このまま早く私をここから解放してくれればそれだけで十分だ。
不二君はちらりと後方で繰り広げられているこの凄まじい喧嘩を尻目に、私に再び微笑みかけてきた。
「何やら布団の位置がどうのって言い争い始めてね、困った困った。」
いや、全然困ったって顔してないよアンタ。
むしろとっても楽しそうな顔してるよ不二君。
そしてできることなら薄っすら開いた目をこちらに向けないでいただきたい。
まだまだ止みそうにない喧嘩の声が廊下に響き渡る。
「もうやめなよ桃、海堂〜」と言いながらホッペに絆創膏を貼った男と小さな影がひょっこり顔を出した。
「あ、あー!!!!」
「え、何?」
驚きのあまり、思わず私は指をさす。
突然の私の奇行に、不二君は後ろを振り返ると首を傾げる。
私の指の先にいる人物は一瞬だけ目を真ん丸く見開いて、すぐに無表情に戻り、また部屋の中に戻っていった。
……あンの無気力少年!!!
「英二? それとも越前?」
「今部屋に戻った方。」
「…越前が何かしたの?」
「別に何かしたってわけじゃないけど…。 あの子って…薄情者すぎるよね。」
私がそう呟くと、不二君は一瞬きょとんとして、それからすぐにクスリと笑った。
「何か、あったの?」
「え? ………別に、なんでもない!!」
慌てて首を左右に振ると、不二君は「そっか」と言ってまた笑った。
少し困ったように眉を下げて私を見る。
今度は私がキョトンとして首を傾げた。
「…………うん、大丈夫みたいだね。」
「え、何が?」
「ううん。 こっちの話。
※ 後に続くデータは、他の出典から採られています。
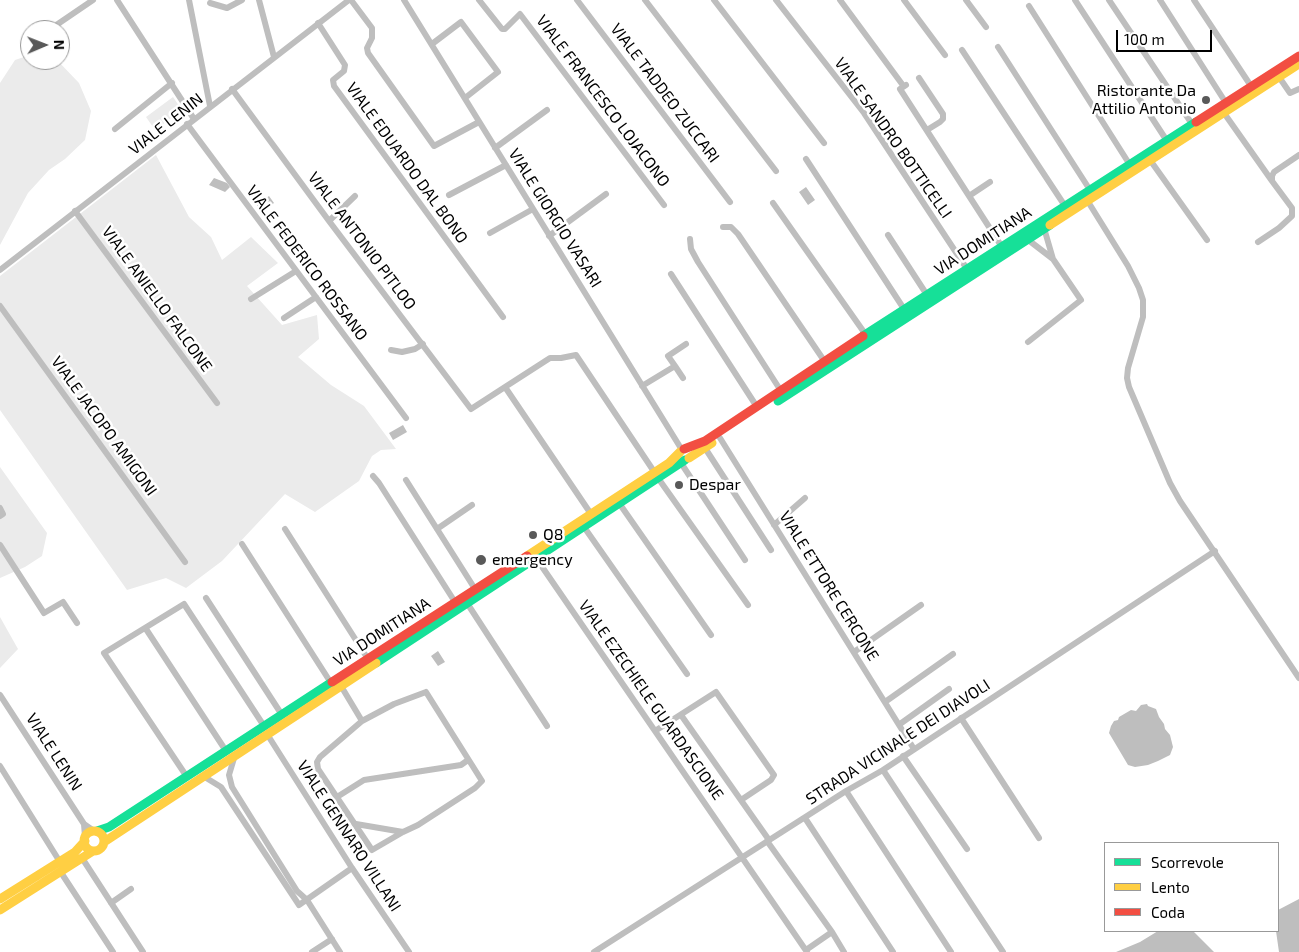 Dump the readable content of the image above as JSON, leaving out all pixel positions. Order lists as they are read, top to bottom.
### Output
{
  "streets": {
    "main road": ["VIA DOMITIANA"],
    "street": [
      "VIALE TADDEO ZUCCARI",
      "VIALE FRANCESCO LOJACONO",
      "VIALE LENIN",
      "VIALE SANDRO BOTTICELLI",
      "VIALE EDUARDO DAL BONO",
      "VIALE GIORGIO VASARI",
      "VIALE ANTONIO PITLOO",
      "VIALE FEDERICO ROSSANO",
      "VIALE ANIELLO FALCONE",
      "VIALE JACOPO AMIGONI",
      "VIALE ETTORE CERCONE",
      "VIALE EZECHIELE GUARDASCIONE",
      "STRADA VICINALE DEI DIAVOLI",
      "VIALE GENNARO VILLANI"
    ]
  },
  "crossings": [
    ["VIALE LENIN", "VIALE EDUARDO DAL BONO"],
    ["VIALE LENIN", "VIALE ANTONIO PITLOO"],
    ["VIALE LENIN", "VIA DOMITIANA"],
    ["VIALE LENIN", "VIALE FEDERICO ROSSANO"],
    ["VIALE LENIN", "VIALE ANIELLO FALCONE"],
    ["VIALE SANDRO BOTTICELLI", "VIA DOMITIANA"],
    ["VIALE GIORGIO VASARI", "VIA DOMITIANA"],
    ["VIA DOMITIANA", "VIALE ETTORE CERCONE"],
    ["VIA DOMITIANA", "VIALE EZECHIELE GUARDASCIONE"],
    ["VIA DOMITIANA", "VIALE GENNARO VILLANI"],
    ["VIALE ETTORE CERCONE", "STRADA VICINALE DEI DIAVOLI"],
    ["VIALE EZECHIELE GUARDASCIONE", "STRADA VICINALE DEI DIAVOLI"]
  ],
  "places": [
    "Ristorante Da Attilio Antonio",
    "Despar",
    "Q8",
    "emergency"
  ],
  "legend": ["Scorrevole", "Lento", "Coda"],
  "scale_bar": "100 m",
  "north": "right"
}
」
そう言って不二君は柔らかく笑い、「じゃあ風邪引かないうちに部屋に戻りなよ」と言って私に背を向けた。
そのまま私が動けずにいると、不二君はまだ喧嘩し続けていた二人に近寄り、
「はい、ケンカはそこまで。」
えええええええええええー足蹴にするのっ!!!!?
だけどピタリと一瞬で喧嘩は止まった。
海堂君と桃君(さっき絆創膏男がこう呼んでいた)は顔を真っ青にして「すんません」と謝っていた。
何故、…………………何故?
つくづく不思議な人だなー不二君って。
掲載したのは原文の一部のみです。